Peut-on prendre une photographie parfaite qui résumerait toute sa conception de cet art ? C’est heureusement arrivé à Denis Roche : « J’ai fait un jour une photo que je cherchais à faire depuis longtemps, mais sans le savoir, sans m’en être jamais douté. Une photo toute simple, une photo absolue, celle qui dirait le tout de ce que je pensais, une image qui serait la géométrie en quelque sorte de ce que je prétendais dire en photographie. Je me disais : « Il faut que je photographie la photographie. » » Cette œuvre s’intitule 21 juillet 1989. Waterville, Irlande, Butler Arms Hotel, chambre 208. Dans le cadre en contre-jour d’une fenêtre, le centre est occupé par un appareil.

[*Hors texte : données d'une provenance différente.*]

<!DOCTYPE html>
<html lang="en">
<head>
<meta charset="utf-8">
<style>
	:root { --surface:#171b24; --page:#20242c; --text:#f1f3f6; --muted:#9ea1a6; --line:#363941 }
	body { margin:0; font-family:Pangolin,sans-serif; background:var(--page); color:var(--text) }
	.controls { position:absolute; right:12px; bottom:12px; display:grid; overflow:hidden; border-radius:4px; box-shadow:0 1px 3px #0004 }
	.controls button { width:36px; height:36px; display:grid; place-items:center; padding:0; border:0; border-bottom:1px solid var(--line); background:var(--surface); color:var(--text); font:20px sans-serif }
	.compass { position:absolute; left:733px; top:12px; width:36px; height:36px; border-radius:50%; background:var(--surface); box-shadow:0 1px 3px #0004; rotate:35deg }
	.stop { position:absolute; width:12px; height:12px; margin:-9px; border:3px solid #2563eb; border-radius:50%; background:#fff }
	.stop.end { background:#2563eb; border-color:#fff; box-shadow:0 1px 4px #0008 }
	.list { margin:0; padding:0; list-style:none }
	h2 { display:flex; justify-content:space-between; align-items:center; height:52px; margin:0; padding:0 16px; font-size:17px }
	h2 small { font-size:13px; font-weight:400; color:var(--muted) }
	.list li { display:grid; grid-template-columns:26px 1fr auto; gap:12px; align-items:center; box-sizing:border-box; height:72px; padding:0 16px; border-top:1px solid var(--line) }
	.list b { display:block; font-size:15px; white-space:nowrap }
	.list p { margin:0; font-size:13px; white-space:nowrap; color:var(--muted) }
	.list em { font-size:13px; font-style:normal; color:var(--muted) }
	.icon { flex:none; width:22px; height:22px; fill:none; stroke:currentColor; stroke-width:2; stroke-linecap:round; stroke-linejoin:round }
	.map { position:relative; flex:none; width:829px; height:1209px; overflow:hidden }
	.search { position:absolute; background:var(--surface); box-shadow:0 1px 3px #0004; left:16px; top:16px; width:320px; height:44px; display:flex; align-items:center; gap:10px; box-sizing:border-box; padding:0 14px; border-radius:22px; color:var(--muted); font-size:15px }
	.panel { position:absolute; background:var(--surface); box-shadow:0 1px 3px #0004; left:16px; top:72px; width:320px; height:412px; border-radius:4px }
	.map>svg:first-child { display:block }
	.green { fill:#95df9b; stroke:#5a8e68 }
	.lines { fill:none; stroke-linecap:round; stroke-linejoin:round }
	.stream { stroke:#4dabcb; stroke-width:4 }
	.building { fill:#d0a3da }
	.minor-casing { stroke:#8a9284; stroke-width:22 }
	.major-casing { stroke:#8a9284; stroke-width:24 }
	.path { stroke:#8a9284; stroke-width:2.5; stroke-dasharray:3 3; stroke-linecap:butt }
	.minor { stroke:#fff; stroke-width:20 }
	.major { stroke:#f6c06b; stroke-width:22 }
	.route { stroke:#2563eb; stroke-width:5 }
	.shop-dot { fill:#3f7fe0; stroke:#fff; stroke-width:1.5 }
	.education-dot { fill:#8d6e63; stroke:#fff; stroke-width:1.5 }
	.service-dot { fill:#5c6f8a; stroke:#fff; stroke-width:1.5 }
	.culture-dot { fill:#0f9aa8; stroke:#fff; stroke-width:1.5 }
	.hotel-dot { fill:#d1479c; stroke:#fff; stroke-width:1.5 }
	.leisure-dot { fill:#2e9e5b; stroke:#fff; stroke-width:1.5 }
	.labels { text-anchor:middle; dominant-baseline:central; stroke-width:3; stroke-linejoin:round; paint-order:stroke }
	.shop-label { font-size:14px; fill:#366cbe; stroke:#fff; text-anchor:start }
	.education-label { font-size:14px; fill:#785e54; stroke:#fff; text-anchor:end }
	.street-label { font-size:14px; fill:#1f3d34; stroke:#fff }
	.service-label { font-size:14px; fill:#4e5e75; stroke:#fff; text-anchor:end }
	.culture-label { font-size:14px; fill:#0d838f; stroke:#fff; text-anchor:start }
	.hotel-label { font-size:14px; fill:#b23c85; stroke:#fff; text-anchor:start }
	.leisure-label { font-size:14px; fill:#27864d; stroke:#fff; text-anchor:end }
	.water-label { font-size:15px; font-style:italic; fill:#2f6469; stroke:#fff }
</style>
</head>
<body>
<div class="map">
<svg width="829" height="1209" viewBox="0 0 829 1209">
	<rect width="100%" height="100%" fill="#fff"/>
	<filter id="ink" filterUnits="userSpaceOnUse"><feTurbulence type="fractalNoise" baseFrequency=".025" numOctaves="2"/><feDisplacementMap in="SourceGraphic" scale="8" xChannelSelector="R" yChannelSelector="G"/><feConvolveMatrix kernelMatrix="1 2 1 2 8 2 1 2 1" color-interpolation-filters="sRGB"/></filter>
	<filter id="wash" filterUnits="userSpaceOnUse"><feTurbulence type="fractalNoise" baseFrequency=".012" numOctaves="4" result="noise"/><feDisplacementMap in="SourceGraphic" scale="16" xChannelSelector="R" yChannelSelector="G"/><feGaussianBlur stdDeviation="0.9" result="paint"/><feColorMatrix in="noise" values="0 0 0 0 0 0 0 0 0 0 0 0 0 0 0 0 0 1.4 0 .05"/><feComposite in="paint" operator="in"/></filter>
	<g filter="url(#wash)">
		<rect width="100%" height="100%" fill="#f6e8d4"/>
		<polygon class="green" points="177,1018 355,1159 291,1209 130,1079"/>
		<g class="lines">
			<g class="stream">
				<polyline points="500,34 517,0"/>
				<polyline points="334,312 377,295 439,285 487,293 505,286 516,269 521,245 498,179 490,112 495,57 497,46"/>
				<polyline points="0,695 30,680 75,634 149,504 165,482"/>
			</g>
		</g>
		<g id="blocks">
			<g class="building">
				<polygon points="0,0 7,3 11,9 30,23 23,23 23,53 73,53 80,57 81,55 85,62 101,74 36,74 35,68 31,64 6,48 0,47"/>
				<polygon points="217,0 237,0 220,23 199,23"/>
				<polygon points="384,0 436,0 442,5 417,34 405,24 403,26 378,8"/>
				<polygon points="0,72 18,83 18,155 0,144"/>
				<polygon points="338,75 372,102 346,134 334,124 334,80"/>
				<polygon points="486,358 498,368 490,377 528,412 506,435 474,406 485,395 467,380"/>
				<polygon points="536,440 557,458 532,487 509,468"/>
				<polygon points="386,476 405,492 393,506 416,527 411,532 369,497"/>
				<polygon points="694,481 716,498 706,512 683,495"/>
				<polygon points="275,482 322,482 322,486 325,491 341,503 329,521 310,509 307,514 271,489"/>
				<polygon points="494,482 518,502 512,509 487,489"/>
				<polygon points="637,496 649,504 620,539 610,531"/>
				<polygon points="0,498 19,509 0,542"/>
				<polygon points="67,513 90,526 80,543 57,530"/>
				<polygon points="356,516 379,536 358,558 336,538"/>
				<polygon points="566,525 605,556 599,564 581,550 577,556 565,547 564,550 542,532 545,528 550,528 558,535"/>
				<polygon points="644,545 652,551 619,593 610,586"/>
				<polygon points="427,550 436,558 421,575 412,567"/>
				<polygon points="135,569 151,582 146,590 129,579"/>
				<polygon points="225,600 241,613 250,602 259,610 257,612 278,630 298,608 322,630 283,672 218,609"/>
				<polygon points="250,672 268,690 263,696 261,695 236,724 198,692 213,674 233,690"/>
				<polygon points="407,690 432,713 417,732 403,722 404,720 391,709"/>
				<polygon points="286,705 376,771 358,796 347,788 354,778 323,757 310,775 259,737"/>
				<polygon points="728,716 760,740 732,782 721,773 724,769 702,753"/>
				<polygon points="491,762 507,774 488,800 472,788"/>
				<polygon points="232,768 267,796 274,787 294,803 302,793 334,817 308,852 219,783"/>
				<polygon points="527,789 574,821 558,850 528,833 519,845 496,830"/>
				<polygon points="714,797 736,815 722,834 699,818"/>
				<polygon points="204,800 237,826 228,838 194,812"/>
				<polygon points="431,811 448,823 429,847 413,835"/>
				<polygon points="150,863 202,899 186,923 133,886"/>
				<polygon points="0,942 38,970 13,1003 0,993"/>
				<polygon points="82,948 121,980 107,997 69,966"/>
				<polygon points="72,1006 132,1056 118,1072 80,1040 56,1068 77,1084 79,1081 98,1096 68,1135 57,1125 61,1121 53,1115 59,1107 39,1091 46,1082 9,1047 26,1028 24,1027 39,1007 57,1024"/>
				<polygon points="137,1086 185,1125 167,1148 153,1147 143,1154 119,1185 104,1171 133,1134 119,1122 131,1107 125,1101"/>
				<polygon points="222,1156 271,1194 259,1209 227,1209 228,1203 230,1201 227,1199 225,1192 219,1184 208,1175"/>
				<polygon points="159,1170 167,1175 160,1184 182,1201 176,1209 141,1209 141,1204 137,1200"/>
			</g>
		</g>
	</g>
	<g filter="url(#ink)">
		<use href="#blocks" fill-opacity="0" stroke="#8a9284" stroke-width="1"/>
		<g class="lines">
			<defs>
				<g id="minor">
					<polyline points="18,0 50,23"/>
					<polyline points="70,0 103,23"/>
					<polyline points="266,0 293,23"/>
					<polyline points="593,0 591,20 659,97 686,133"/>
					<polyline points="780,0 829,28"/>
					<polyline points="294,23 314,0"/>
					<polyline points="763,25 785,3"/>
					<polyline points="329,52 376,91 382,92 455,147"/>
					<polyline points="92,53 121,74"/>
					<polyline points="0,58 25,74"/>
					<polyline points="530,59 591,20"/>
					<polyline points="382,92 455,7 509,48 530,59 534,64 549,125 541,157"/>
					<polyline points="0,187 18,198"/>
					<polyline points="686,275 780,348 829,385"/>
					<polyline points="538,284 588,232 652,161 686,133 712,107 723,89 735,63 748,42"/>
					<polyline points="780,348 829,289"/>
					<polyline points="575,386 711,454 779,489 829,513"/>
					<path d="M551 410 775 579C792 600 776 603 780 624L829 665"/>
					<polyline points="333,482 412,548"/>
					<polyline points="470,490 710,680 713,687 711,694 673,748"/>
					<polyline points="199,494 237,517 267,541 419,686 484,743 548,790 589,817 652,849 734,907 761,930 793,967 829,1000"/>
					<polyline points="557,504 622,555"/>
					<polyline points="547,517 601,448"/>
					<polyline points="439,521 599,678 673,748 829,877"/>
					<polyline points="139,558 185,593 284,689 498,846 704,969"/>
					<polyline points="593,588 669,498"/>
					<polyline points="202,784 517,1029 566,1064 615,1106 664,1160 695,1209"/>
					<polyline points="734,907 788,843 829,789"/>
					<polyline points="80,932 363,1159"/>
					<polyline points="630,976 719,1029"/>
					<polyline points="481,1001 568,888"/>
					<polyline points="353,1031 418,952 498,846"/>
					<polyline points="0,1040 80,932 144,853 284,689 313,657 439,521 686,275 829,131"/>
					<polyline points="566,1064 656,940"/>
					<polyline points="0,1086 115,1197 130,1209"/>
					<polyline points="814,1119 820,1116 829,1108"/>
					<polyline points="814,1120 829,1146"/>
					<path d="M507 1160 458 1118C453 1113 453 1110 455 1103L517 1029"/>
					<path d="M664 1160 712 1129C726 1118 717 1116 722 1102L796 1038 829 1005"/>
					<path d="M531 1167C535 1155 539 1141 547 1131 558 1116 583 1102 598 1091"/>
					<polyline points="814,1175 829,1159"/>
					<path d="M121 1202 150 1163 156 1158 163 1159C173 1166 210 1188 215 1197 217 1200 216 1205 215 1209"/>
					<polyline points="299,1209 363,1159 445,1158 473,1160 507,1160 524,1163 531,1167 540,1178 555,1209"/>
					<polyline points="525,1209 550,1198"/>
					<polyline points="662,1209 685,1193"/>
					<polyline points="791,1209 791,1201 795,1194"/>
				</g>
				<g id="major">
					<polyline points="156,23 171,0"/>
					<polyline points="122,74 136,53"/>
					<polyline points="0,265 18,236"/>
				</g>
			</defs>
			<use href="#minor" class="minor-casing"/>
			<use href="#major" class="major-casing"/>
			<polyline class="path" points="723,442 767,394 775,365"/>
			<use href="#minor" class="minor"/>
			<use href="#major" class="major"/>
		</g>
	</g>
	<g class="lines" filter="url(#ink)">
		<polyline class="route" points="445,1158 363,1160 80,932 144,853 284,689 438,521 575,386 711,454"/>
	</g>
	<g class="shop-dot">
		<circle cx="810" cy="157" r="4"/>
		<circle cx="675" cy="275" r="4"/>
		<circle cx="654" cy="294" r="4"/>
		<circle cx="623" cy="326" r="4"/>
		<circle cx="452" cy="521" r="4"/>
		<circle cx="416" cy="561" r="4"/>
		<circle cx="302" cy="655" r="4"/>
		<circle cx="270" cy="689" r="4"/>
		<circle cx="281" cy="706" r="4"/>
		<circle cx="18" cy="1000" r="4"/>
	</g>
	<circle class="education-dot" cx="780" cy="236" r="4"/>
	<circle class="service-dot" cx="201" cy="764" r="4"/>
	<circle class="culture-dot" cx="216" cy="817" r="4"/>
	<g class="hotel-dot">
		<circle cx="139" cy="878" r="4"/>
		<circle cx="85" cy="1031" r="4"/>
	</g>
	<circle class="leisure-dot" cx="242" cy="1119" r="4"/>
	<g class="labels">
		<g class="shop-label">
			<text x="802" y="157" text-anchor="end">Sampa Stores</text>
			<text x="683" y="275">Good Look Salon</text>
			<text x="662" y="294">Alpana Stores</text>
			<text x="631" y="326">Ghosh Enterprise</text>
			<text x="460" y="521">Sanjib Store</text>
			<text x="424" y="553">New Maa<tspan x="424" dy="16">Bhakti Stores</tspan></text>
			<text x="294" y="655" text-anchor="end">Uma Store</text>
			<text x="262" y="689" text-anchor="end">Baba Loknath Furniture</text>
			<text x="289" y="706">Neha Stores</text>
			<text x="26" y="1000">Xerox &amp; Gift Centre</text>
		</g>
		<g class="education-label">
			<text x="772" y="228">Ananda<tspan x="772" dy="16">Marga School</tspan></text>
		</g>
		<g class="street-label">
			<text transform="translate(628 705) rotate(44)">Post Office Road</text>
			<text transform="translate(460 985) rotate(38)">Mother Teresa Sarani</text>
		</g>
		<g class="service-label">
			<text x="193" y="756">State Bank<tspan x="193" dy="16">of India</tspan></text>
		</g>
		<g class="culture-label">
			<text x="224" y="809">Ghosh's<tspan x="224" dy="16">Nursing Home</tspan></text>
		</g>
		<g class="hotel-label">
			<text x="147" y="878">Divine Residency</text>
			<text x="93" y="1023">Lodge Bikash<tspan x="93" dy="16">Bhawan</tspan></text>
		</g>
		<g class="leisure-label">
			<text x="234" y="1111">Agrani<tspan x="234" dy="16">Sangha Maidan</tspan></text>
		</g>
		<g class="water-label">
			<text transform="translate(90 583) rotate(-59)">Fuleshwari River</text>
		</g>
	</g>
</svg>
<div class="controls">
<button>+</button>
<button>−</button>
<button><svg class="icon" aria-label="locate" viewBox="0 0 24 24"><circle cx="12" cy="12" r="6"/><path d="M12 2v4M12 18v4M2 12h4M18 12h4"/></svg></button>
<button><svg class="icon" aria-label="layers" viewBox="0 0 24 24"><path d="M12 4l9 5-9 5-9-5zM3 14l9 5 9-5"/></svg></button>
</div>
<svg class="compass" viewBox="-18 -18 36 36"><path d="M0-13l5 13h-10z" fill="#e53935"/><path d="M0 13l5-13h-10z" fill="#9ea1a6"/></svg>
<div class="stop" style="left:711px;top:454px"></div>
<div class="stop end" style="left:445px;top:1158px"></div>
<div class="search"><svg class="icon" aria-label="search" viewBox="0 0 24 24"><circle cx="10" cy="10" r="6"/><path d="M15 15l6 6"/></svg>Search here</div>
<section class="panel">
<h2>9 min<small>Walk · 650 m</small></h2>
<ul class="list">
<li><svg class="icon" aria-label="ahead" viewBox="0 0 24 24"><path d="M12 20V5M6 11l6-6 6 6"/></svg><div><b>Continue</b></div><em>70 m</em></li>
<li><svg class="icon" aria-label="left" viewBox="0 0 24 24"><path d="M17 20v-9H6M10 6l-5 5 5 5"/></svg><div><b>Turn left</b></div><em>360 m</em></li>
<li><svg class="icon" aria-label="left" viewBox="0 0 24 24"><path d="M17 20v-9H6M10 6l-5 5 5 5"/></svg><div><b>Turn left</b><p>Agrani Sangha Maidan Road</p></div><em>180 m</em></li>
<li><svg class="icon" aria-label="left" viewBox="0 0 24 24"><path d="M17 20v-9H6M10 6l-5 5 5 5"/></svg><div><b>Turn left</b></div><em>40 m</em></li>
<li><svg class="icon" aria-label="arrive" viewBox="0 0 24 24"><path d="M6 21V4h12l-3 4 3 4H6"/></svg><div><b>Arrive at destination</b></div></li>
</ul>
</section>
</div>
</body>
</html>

On aperçoit derrière un mur, la mer, la bande blanche du ciel. Ne voit-on que cela ? Dans le rectangle du viseur, apparait la « ligne brisée » d’un poteau qui émerge, « décalé par rapport au réel », au-dessus. Denis Roche pensa alors qu’il avait tout dit et qu’il pourrait s’arrêter, ce qu’il ne fit heureusement pas : « j’avais tout dit : le jour et l’endroit, la symétrie, le cadrage, l’appareil photo – et ce poteau coupé en deux, le vrai, celui qui était dans le réel, et le faux, celui qui était dans l’image… »

Franck Delorieux

Denis Roche, La Montée des circonstances
Editions Delpire, 16,5 X 20 cm, 37 €.